A line voxelization algorithm generates a 3D discrete line from a 3D continuous line, which is a set of connected voxels approximating the continuous line.
Figure 3‑9: By projections generation method of a 3D discrete line
As a result of first-hit projection the data seized by the traced rays are projected onto the view plane. But it is obvious from Figure 3‑4.a that, the image is unpleasant and it cannot support perception. Realistic displays of data can amplify cognition and they can be obtained by applying natural lighting effects to the visible surfaces. An illumination model is used to calculate the intensity of light that should be seen at a given point on the surface of the object. The model developed by Bui-Tuong Phong is preferred as it yields substantial improvements over other models and known as Phong illumination model.
Modeling the colors and lighting effects that is seen on an object is a complex process, involving principles of physics and psychology. Fundamentally, lighting effects are described with a model that considers the interaction of electromagnetic energy with object surfaces. Once light reaches the observer’s eyes, it triggers perception processes that determine what is actually seen in a scene. Phong illumination model involves a number of factors, such as object type, object position relative to light source and other objects, and the light source conditions that are defined for the scene. Objects can be constructed from opaque materials, or they can be more or less transparent. In addition, they can have shiny or dull surfaces, and they can have a variety of surface-texture patterns. Light sources, of varying shapes, colors, and positions, can be used to provide the illumination effects for an image. Given the parameters for the optical properties of surfaces, the relative positions of the surfaces in a scene, the color and positions of the light sources, and the position and orientation of the viewing plane, Phong model calculates the intensity projected from a particular surface point in a specified viewing direction.

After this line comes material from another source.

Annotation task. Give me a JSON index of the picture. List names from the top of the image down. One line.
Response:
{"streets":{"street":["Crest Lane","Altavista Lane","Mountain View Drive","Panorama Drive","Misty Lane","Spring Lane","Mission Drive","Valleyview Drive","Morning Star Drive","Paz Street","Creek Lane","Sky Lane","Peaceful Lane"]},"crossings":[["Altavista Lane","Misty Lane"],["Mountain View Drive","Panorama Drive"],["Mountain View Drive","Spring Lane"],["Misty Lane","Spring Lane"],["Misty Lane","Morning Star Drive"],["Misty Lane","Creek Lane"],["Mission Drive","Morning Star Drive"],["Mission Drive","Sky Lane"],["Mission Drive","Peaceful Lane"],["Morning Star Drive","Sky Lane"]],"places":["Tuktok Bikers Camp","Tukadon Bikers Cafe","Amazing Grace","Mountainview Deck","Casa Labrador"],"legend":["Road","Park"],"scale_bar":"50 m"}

Figure 3‑10 and Figure 3‑11 shows the effect of different parameters of shading algorithm, and Figure 3‑12 shows the combined result of shading parameters.
Figure 3‑10: Diffuse reflections from a spherical surface illuminated with ambient light and a single point light source for values of ka and kd in the interval (0, 1).
Figure 3‑11: Specular reflections from a spherical surface for varying specular parameter values and a single light source.
Figure 3‑12: A color model shaded using Phong shading. Diffuse and specular reflections are combined to obtain a complete shading model.
In this chapter, the general structure of the subject of this hardware implementation is presented in a pipelined manner. This pipeline combines several algorithms to extract meaningful information from the given data. The reference of the projection system is almost standard for all graphics applications. Address space transformation is the major subject of this reference system.
The first-hit projection scheme employs ray tracing, which involves an illumination model. A 3D line generator calculates the common form of the rays to be traced. Phong model is used for shading as it provides substantial improvements over the other existing methods. The implementation of a global illumination algorithm invites the normal vectors at each sampling point in the final image. Since there are no such explicit information available with discrete representation scheme of the data, these vectors has to be approximated. This is done with a surface normal estimation algorithm. As a drawback, the final image suffers from some undesired effects, which have to be repaired. The existence of a surface-smoothing algorithm in the pipeline stem from this need. It discards these artifacts and produces pleasing images.
In this chapter, we have also reviewed the methods used in the specification of an arbitrary view, the 3D line generation and the construction of the ray template, and the shading algorithms in detail.